Come stai trascorrendo questo periodo?
“Riesco a fare qualche lavoretto di assistenza caldaie. Essendo servizi che si devono garantire per forza, stiamo facendo a turno per le urgenze. Per il resto, allenarsi diventa complicato. Quando il campionato è stato sospeso, il nostro DS ci aveva dato qualcosa da fare, ma dovendo stare nei paraggi della propria abitazione era difficile rimanere in forma. È vero, si può lavorare sulla forza, ma non è come allenarsi al campo. Quello che possiamo fare adesso non si può neanche paragonare al programma individuale che si segue prima della preparazione estiva, quando almeno si arriva in forma alla ripresa del lavoro con la squadra, ma comunque non ancora pronti per iniziare la stagione, che è proprio il motivo per cui è necessaria la preparazione. Fare esercizi a casa è troppo riduttivo; senza giocare con la palla né vedere i compagni, non si possono nemmeno considerare allenamenti. Adesso come adesso, però, l’unica cosa che conta è uscire da questa situazione e stare bene”.

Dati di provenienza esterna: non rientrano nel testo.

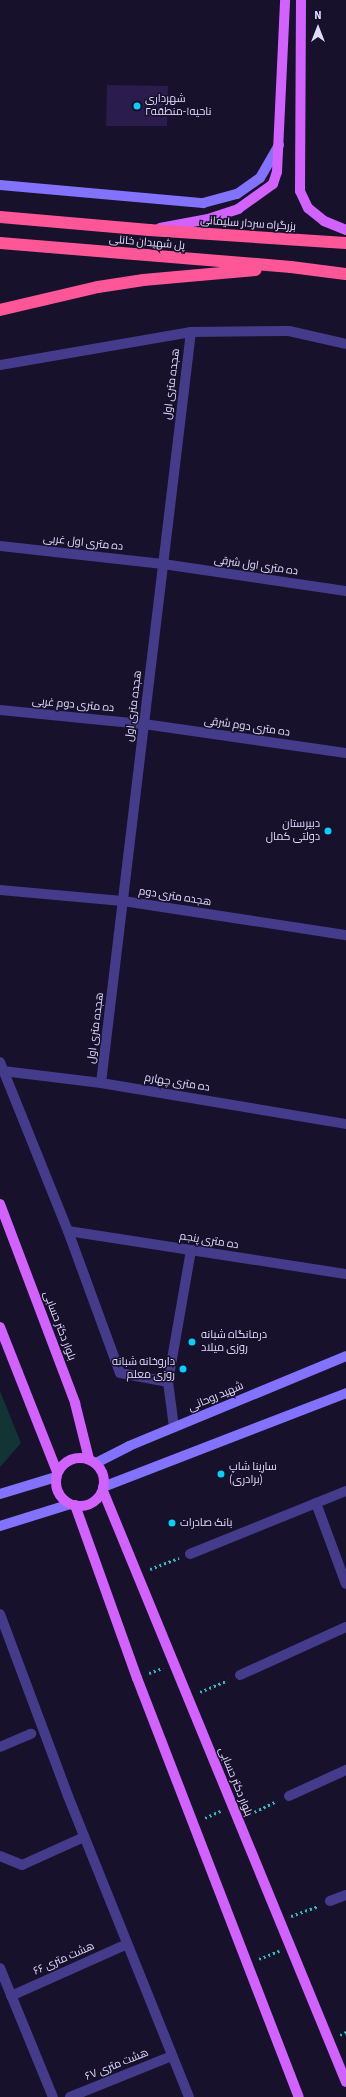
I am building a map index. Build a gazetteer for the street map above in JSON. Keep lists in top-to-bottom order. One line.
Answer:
{"streets":{"highway":["بزرگراه سردار سلیمانی","پل شهیدان خانلی"],"main road":["بلوار دکتر حسابی","شهید روحانی"],"street":["هجده متری اول","ده متری اول غربی","ده متری اول شرقی","ده متری دوم غربی","ده متری دوم شرقی","هجده متری دوم","ده متری چهارم","ده متری پنجم","هشت متری ۶۶","هشت متری ۶۷"]},"crossings":[["بزرگراه سردار سلیمانی","پل شهیدان خانلی"],["هجده متری اول","ده متری اول غربی"],["هجده متری اول","ده متری اول شرقی"],["هجده متری اول","ده متری دوم غربی"],["هجده متری اول","ده متری دوم شرقی"],["هجده متری اول","هجده متری دوم"],["هجده متری اول","ده متری چهارم"],["ده متری اول غربی","ده متری اول شرقی"],["ده متری دوم غربی","ده متری دوم شرقی"],["بلوار دکتر حسابی","شهید روحانی"]],"places":["شهرداری ناحیه۱-منطقه۲","دبیرستان دولتی کمال","درمانگاه شبانه روزی میلاد","داروخانه شبانه روزی معلم","سارینا شاپ (برادری)","بانک صادرات"],"north":"top"}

Situazione che è ancora molto incerta. Con l’ulteriore estensione dello stop, secondo te come andrà a finire il campionato?
“È impensabile riprendere a giocare. La quarantena non sarà una questione di altri quindici giorni. Le restrizioni continueranno, magari ci sarà concesso qualcosa in più, ma la vita normale non riprenderà il 13 aprile. Molte persone non sanno ancora quando potranno tornare al lavoro, quindi il calcio in questo momento passa in secondo piano. In realtà mi sembra assurdo che non sia stato ancora deciso di annullare il campionato. Si dovrebbe fare un’altra preparazione e non si saprebbe quando programmare le partite, quando finirebbe la stagione, quando inizierebbe quella successiva. Capisco che possa dispiacere a chi stava lottando per le prime posizioni, però di fronte a un evento così straordinario e soprattutto per una categoria come la nostra, mi sembra inutile arrovellarsi tanto. Noi giocatori della Promozione non viviamo di calcio, ma lo facciamo come hobby o passione, quindi è sensato decidere di fermarsi per la nostra incolumità. Per i professionisti e anche per la serie D, dove non giocare vuol dire non lavorare, posso concedere il beneficio del dubbio, considerati gli interessi economici. Ma per le categorie inferiori si dovrebbe annullare tutto senza pensarci troppo, sperando che questa situazione si risolva nel più breve tempo possibile e che possiamo presto ricominciare le nostre vite in maniera normale”.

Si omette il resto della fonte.